→ **What the task asks**
Return, in their exact form, the lines that lie between the start of the data below and the line containing "I need the bounding box of all labels, symbols", with both ends included.

........

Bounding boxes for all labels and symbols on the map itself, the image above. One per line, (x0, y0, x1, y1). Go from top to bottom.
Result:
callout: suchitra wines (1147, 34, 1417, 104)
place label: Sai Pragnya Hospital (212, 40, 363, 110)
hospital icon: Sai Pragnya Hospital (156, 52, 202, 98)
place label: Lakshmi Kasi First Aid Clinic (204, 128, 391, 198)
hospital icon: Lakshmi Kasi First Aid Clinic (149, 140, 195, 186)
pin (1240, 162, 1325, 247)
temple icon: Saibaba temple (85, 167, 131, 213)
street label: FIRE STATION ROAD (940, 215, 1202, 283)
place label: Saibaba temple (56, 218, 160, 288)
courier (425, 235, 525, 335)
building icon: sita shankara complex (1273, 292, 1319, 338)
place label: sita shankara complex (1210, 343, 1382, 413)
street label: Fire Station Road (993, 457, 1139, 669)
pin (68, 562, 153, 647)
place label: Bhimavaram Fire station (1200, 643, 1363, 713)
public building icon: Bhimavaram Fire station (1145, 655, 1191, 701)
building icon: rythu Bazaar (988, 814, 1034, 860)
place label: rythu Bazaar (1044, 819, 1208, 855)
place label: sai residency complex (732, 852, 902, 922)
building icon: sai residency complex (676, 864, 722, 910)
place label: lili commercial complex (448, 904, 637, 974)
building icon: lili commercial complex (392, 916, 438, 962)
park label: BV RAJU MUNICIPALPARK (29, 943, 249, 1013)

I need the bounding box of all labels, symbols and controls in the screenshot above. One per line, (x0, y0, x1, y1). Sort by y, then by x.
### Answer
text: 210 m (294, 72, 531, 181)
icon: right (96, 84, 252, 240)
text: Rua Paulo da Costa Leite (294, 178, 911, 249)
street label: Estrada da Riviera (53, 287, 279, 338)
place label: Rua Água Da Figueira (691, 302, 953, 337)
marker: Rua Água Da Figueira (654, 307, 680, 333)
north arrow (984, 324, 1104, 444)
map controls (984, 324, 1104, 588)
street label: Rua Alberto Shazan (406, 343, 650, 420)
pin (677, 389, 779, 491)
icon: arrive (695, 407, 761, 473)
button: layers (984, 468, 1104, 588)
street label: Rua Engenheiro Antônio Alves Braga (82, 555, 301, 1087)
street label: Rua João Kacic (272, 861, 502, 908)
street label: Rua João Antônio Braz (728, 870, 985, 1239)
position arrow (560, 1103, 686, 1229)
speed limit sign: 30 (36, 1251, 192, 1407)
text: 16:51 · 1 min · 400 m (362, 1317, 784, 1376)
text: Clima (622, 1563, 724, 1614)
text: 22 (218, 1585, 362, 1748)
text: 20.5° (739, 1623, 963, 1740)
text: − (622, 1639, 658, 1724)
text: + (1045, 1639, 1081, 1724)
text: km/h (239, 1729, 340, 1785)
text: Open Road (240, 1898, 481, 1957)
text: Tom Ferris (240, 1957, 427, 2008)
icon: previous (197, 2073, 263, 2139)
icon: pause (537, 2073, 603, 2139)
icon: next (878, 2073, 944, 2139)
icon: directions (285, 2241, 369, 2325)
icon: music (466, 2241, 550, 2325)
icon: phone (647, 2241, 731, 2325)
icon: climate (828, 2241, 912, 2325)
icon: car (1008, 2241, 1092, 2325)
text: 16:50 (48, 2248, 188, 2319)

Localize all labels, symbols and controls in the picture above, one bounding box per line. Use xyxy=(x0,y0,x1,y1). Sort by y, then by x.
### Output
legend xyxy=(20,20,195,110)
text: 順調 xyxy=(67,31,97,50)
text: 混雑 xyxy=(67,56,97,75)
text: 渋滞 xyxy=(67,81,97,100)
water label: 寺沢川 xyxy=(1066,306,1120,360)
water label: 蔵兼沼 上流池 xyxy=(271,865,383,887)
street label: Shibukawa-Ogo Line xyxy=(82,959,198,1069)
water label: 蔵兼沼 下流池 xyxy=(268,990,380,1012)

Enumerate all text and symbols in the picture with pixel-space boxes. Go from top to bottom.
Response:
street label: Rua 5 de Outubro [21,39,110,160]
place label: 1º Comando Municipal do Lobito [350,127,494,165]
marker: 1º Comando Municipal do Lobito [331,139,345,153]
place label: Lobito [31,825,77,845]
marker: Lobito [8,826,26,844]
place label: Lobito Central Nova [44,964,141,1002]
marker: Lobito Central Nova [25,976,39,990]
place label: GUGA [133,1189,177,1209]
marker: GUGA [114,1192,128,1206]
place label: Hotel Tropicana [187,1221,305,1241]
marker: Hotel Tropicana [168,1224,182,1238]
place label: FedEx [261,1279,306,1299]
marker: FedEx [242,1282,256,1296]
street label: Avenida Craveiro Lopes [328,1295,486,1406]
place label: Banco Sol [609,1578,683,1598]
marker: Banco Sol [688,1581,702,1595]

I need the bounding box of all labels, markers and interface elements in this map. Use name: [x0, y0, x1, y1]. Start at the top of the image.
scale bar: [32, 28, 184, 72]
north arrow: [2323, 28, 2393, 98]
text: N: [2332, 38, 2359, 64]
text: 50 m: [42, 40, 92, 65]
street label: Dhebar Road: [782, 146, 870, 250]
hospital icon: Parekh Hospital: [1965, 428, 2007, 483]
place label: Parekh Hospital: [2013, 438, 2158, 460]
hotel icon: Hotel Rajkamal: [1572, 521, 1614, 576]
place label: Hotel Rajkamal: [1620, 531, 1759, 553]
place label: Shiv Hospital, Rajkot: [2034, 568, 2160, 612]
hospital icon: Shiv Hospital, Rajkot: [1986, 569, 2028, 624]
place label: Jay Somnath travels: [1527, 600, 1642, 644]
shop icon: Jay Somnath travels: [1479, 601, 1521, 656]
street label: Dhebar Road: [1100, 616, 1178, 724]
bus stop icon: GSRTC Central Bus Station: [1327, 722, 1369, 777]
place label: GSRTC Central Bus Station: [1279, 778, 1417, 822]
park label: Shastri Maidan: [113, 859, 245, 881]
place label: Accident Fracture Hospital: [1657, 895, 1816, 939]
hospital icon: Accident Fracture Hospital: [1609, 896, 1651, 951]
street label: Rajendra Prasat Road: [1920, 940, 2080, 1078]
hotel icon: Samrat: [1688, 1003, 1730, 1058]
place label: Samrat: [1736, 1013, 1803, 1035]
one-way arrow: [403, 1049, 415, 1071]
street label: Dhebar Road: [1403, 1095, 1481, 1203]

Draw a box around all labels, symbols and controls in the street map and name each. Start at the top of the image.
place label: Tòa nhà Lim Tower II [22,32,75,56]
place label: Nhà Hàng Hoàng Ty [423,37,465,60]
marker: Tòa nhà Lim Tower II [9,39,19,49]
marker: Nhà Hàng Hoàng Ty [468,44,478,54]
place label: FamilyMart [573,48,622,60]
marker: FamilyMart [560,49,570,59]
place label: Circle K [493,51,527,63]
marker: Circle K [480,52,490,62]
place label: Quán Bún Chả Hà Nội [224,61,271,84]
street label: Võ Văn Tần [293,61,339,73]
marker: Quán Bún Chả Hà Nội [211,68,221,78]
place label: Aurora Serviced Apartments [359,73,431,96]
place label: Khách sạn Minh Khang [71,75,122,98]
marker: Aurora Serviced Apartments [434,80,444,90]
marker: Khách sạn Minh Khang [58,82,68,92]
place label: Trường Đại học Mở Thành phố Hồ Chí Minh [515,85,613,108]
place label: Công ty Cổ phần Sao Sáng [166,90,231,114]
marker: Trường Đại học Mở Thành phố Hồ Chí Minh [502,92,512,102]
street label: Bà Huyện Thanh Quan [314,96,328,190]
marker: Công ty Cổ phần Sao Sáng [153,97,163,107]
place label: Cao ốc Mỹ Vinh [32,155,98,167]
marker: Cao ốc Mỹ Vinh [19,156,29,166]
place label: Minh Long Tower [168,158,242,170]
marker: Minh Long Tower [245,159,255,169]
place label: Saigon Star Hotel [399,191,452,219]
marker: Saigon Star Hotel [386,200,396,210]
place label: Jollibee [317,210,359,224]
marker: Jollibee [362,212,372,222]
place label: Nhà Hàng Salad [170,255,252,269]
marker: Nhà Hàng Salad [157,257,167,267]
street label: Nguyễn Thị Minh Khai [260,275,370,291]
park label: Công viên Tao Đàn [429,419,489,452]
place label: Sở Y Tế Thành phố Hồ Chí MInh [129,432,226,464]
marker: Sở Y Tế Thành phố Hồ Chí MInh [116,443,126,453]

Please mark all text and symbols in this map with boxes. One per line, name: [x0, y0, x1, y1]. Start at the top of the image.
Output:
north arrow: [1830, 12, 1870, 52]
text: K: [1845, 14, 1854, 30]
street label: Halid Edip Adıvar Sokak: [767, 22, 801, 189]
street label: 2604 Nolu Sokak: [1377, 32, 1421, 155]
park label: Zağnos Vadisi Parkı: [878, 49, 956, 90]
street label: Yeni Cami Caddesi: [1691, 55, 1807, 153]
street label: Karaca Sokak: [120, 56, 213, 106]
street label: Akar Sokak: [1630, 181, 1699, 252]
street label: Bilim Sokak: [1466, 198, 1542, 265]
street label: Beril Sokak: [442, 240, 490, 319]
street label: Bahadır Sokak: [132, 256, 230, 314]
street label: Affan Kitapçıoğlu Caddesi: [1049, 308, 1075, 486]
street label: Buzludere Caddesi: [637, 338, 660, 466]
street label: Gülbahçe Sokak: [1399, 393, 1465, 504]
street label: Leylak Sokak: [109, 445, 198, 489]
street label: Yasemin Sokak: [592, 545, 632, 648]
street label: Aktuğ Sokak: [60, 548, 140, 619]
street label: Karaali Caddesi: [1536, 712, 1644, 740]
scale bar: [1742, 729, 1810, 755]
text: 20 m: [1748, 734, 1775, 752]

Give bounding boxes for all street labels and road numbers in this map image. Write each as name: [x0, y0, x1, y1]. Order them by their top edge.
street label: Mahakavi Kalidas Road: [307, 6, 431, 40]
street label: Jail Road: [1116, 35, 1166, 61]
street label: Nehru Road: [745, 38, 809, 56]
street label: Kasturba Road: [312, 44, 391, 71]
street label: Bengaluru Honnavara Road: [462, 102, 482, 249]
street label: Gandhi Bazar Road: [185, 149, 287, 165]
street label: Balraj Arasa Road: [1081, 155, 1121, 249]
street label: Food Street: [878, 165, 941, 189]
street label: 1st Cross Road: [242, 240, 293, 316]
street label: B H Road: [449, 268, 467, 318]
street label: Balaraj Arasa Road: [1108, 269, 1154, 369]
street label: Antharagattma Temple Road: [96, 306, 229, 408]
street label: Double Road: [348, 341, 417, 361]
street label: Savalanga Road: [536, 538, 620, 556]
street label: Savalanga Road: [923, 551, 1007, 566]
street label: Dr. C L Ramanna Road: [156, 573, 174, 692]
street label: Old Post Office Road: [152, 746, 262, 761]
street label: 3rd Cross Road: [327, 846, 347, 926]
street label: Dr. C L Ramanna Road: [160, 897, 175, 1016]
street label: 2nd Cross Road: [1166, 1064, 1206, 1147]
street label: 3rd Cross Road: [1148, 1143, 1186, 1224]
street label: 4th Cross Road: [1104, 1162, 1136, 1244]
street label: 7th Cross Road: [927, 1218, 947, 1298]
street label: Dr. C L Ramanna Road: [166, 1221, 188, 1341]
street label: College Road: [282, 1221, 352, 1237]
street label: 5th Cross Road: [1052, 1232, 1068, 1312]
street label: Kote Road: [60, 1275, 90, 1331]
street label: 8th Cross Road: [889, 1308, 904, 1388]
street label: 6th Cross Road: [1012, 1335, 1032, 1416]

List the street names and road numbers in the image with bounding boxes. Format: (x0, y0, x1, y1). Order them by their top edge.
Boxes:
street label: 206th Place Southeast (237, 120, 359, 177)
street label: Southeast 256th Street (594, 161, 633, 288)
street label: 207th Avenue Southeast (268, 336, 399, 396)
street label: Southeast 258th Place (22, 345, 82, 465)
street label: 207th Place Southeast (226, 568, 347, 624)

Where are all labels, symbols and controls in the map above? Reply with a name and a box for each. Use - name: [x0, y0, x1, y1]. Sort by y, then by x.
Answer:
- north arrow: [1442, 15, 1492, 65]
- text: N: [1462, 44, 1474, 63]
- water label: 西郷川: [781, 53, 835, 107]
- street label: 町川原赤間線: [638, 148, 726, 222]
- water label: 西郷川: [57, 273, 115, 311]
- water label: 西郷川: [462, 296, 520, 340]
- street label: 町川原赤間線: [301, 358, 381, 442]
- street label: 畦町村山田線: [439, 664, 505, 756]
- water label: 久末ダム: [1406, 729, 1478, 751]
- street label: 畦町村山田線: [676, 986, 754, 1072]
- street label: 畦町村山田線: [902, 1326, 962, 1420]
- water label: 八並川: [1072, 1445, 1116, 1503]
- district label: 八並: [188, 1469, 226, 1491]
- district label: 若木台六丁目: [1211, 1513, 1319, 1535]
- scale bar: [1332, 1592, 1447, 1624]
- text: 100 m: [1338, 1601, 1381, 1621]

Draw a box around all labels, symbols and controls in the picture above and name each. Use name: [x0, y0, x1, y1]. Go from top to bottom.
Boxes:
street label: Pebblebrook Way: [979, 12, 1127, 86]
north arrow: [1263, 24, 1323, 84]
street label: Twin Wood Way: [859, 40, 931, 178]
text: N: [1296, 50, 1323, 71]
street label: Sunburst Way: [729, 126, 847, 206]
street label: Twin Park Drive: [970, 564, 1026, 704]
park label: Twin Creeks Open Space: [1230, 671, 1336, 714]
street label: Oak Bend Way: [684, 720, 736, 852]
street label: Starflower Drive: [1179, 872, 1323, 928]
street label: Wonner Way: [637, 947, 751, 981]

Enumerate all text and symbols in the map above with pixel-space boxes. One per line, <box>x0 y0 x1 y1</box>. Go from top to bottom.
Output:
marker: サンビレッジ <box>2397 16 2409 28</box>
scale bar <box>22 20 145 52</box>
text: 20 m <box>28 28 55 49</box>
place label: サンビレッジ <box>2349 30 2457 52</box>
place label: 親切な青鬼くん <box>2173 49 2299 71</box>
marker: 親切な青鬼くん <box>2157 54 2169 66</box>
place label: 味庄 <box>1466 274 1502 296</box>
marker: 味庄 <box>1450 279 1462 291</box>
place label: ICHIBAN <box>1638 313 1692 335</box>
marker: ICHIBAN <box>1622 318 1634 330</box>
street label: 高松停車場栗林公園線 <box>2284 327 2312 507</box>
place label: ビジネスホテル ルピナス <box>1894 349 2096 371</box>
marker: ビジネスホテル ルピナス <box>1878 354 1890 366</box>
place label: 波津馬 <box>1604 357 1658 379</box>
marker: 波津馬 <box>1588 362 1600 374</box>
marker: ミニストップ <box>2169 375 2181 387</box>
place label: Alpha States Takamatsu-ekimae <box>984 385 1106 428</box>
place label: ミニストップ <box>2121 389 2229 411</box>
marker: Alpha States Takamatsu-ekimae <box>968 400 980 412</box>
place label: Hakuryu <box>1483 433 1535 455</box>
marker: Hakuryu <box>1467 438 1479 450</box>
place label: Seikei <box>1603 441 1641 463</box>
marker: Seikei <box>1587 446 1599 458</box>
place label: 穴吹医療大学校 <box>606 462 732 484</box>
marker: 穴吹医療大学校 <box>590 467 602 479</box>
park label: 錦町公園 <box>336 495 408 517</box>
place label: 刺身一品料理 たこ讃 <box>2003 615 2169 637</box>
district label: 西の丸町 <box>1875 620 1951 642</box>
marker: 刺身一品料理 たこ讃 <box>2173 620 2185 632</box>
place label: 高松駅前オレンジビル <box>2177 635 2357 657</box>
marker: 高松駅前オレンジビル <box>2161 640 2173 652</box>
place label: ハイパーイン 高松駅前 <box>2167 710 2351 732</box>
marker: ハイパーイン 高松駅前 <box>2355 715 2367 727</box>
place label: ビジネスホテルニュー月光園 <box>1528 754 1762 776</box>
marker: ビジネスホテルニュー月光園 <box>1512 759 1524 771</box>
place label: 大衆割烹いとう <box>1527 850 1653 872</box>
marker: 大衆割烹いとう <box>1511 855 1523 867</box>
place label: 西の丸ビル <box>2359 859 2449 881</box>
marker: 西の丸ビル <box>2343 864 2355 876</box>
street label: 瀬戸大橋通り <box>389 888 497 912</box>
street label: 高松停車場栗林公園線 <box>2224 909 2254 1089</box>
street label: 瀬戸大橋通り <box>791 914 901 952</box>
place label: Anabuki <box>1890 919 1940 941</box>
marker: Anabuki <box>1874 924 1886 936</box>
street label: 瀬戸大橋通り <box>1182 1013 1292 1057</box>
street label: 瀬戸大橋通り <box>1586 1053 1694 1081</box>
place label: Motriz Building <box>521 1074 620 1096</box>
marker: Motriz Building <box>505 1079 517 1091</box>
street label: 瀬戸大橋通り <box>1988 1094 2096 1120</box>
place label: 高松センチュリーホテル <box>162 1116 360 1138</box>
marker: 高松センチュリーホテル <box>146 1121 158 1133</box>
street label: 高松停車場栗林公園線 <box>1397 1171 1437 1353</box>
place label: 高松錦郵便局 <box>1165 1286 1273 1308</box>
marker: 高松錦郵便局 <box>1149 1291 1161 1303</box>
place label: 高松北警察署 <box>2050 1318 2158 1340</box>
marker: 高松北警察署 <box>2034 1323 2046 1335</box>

........

→ **Solved problem**
Bounding boxes for all labels and symbols on the map itself, the image above. One per line, (x0, y0, x1, y1). Go from top to bottom.
Result:
callout: suchitra wines (1147, 34, 1417, 104)
place label: Sai Pragnya Hospital (212, 40, 363, 110)
hospital icon: Sai Pragnya Hospital (156, 52, 202, 98)
place label: Lakshmi Kasi First Aid Clinic (204, 128, 391, 198)
hospital icon: Lakshmi Kasi First Aid Clinic (149, 140, 195, 186)
pin (1240, 162, 1325, 247)
temple icon: Saibaba temple (85, 167, 131, 213)
street label: FIRE STATION ROAD (940, 215, 1202, 283)
place label: Saibaba temple (56, 218, 160, 288)
courier (425, 235, 525, 335)
building icon: sita shankara complex (1273, 292, 1319, 338)
place label: sita shankara complex (1210, 343, 1382, 413)
street label: Fire Station Road (993, 457, 1139, 669)
pin (68, 562, 153, 647)
place label: Bhimavaram Fire station (1200, 643, 1363, 713)
public building icon: Bhimavaram Fire station (1145, 655, 1191, 701)
building icon: rythu Bazaar (988, 814, 1034, 860)
place label: rythu Bazaar (1044, 819, 1208, 855)
place label: sai residency complex (732, 852, 902, 922)
building icon: sai residency complex (676, 864, 722, 910)
place label: lili commercial complex (448, 904, 637, 974)
building icon: lili commercial complex (392, 916, 438, 962)
park label: BV RAJU MUNICIPALPARK (29, 943, 249, 1013)

I need the bounding box of all labels, symbols and controls in the screenshot above. One per line, (x0, y0, x1, y1). Sort by y, then by x.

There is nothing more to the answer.